Cartonography - Collecting & mapping fruit cartons

-back

5th February 2014

Over the last twelve months or so I have been collecting fruit boxes. I have in the order of 300 boxes in my collection, which are bunched together with tape and piled up in my studio. They are numerous and not particularly small in their numerousness. They are becoming a little annoying actually. But they shan’t be thrown way. At least not until I find what I am looking for – or rather until I have exhausted all possible avenues of enquiry on the fruit box…

Because actually, I don’t really know what I am looking for. There were things that I set out to prove but after analysing the source material it gradually became apparent that these would not become truths, and I have since come to believe (or have come to tell myself) that it is just as interesting to find things that one wasn’t expecting as it is to make theory from hypothesis. My questions about fruit boxes have become smaller and simpler over time. Now I simply ask: what can fruit boxes tell us?

Cartonography – a pun for the mapping of fruit boxes – will help me find answers. I am going to find patterns and decide what these could mean.
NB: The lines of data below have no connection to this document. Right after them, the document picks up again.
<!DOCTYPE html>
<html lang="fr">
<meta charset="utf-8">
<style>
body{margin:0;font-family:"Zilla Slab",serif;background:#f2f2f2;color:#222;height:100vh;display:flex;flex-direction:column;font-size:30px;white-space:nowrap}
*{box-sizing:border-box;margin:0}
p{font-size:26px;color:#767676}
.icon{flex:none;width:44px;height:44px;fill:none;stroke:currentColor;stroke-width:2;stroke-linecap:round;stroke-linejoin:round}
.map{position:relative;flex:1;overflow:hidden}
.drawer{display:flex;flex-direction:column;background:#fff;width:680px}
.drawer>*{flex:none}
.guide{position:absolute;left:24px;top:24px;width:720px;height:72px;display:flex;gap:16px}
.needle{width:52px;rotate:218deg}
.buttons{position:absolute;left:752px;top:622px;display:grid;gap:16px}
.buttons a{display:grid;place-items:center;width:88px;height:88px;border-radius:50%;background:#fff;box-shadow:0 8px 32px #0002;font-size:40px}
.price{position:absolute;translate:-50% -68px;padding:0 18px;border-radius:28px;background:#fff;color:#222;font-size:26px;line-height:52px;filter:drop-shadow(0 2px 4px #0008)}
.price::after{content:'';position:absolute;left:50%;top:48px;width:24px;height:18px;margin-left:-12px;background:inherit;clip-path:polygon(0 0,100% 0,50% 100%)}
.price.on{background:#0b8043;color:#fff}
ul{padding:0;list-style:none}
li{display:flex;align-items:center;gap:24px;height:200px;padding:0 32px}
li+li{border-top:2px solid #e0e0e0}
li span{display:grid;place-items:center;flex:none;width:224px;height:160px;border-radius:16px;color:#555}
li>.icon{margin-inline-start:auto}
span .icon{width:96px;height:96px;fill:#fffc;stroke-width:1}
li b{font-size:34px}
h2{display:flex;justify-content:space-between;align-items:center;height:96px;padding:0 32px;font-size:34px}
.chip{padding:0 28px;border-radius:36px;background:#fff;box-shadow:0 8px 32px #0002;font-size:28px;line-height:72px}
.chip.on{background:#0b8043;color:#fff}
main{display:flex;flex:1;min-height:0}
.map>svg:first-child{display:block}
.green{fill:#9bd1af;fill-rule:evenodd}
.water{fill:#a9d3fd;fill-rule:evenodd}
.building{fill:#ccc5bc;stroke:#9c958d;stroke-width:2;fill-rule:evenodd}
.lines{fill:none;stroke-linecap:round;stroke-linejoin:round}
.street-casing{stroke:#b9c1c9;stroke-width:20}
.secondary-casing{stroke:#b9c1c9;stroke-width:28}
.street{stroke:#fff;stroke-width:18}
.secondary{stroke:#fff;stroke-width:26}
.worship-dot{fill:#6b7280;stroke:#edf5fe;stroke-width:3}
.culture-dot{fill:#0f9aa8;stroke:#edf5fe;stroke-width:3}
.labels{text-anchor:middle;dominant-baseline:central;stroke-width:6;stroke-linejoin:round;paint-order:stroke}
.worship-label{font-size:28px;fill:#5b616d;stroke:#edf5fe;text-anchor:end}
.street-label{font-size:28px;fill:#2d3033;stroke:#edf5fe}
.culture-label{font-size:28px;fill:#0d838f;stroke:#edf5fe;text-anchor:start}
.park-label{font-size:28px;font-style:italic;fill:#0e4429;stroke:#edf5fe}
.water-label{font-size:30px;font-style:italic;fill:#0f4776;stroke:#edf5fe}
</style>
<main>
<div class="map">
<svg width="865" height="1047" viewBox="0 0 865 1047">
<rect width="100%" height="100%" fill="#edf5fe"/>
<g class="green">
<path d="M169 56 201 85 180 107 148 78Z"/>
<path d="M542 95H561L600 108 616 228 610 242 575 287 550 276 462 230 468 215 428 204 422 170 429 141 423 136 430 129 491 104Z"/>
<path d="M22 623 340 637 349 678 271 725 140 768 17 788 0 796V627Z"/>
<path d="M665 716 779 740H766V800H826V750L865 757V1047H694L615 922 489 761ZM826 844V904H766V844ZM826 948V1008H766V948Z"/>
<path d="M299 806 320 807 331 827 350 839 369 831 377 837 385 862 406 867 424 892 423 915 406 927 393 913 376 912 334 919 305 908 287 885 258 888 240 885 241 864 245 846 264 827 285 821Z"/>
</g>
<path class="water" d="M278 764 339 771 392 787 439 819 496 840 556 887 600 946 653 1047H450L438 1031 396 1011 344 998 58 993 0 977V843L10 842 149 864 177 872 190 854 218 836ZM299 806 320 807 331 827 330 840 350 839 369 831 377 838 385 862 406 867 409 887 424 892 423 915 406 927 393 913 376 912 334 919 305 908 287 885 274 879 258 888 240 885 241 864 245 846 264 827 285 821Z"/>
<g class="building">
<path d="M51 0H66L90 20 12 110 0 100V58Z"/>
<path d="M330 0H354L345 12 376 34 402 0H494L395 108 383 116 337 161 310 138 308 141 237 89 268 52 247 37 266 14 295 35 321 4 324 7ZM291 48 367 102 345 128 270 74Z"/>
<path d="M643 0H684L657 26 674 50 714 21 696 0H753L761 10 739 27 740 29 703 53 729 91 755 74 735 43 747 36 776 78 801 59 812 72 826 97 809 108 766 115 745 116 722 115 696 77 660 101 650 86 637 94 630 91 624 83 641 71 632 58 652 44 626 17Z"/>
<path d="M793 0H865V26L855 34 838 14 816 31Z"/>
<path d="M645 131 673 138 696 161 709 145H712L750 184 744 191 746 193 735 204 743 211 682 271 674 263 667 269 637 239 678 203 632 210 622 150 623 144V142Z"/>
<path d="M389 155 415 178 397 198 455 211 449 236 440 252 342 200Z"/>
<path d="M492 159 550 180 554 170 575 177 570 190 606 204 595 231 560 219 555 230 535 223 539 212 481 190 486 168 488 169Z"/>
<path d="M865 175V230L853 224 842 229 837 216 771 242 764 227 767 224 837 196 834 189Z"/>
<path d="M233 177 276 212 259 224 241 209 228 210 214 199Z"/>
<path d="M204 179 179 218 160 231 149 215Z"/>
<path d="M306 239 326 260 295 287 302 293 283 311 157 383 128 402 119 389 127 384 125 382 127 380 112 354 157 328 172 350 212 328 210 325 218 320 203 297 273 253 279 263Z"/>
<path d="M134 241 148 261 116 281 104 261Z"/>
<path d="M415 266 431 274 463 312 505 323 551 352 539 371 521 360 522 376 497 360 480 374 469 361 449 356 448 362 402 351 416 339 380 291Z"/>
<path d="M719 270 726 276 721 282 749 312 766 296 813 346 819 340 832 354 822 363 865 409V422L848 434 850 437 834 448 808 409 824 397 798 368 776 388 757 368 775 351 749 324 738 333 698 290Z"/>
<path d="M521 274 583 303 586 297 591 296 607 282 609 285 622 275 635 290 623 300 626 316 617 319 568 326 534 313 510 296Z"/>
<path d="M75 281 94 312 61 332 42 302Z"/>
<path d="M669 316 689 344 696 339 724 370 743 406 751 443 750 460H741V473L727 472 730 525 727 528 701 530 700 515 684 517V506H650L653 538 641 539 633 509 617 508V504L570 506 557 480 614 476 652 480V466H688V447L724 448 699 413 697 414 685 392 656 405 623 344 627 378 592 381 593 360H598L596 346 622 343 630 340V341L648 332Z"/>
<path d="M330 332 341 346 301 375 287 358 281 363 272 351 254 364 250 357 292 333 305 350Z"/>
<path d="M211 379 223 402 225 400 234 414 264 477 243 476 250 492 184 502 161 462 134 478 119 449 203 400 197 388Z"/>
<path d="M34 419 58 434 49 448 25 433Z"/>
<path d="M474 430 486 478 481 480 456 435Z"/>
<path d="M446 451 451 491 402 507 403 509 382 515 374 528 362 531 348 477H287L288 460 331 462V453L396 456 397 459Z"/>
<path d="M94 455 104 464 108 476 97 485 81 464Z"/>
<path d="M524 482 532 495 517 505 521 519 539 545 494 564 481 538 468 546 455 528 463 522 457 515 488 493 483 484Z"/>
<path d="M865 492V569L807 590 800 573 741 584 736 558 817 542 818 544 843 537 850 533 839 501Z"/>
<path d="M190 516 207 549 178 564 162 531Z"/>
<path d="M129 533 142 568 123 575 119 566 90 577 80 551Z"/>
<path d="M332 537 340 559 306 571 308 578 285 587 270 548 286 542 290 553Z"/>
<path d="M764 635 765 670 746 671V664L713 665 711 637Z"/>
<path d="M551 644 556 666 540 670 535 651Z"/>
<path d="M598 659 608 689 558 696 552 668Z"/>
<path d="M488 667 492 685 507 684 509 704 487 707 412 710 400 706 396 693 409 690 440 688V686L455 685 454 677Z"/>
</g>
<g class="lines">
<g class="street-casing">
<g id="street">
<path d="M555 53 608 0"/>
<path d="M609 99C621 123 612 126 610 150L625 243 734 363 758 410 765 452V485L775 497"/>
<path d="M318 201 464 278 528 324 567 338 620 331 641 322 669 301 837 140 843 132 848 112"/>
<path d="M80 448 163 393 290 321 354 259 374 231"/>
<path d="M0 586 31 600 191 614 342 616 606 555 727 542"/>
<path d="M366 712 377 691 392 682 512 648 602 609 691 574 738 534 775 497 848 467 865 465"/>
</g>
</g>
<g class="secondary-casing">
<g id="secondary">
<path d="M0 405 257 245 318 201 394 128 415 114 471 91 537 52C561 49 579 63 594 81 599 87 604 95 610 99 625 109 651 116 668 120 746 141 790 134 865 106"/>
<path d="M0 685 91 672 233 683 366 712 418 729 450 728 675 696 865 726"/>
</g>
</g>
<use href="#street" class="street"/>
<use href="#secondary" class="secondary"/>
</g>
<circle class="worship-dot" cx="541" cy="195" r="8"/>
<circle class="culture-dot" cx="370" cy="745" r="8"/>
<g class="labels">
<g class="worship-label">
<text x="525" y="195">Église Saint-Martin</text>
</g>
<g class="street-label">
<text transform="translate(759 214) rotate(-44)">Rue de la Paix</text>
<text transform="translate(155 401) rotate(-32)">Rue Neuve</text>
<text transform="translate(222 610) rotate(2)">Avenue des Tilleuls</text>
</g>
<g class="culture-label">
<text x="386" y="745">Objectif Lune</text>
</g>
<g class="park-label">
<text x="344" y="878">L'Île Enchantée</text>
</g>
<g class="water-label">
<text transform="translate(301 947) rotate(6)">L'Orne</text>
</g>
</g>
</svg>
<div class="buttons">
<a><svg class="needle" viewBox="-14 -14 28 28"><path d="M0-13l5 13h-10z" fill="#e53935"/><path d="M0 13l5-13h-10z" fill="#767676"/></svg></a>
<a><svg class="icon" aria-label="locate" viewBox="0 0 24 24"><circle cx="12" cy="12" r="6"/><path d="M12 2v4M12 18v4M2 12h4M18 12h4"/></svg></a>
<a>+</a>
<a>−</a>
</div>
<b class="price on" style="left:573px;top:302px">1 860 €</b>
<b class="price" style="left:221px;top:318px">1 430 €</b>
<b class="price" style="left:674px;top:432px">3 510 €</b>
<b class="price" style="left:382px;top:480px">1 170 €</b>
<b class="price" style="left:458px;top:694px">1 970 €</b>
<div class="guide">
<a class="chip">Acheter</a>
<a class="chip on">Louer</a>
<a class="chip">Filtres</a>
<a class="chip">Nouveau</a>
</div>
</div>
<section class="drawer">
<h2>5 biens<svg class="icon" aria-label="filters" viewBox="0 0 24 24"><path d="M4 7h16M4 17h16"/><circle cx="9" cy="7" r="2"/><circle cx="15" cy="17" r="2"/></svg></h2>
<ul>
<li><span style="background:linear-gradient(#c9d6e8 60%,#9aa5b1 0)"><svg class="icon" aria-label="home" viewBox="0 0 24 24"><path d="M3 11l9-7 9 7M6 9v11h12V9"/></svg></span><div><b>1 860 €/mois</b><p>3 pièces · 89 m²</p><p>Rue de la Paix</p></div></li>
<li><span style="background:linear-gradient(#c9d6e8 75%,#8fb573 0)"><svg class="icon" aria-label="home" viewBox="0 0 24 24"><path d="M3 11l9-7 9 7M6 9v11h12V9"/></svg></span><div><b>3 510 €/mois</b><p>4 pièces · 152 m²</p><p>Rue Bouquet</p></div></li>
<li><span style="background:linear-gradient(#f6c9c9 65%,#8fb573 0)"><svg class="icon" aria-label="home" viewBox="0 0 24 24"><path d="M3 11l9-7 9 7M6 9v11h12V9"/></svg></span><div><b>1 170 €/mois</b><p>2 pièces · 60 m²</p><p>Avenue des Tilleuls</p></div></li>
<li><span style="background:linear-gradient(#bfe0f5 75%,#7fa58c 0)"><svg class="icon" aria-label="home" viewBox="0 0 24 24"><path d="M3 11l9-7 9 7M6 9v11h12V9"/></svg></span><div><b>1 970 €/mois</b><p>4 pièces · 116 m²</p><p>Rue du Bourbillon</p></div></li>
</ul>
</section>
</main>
Earlier entries in this blog have essentially originated from this sort of observational process. Recently, while there was ideal circumstances to do so, I documented my collection. The documentation is each box pinned to the wall in its flattened form in order that all the box’s markings can be seen including their origins.* The boxes were grouped into type: bananas, citrus, apples etc., and documented in this order. The categorisation and aggregation of the material is starting to reveal certain things, which will not be elaborated upon in this entry, but through further posts on The Cartonographer. Irresistible topics await, such as The Pagan Farmer: Fruit Boxes and Sun Worship, or; Sexy Fruit: Fruit Boxes and the Female Form, or; Wonderland: The Many Colourful Characters in the World of Fruit boxes**

Please stay tuned to The Cartonographer to enjoy the fruits of my labour. For now however, please visit Cartonograph, my google map dedicated to the mapping of fruit boxes. It is growing on a daily basis:

*It should be mentioned that what I am most interested in at the moment is boxes that are non-generic i.e. they come from a particular farm. Generic boxes are those that are produced by manufacturers for farmers that don’t wish to have their own branded box, and while they form a significant part of the collection, and will probably play an important role in various permutations of arranging the collection, I am not able to map them and they are therefore not included in the cartonograph.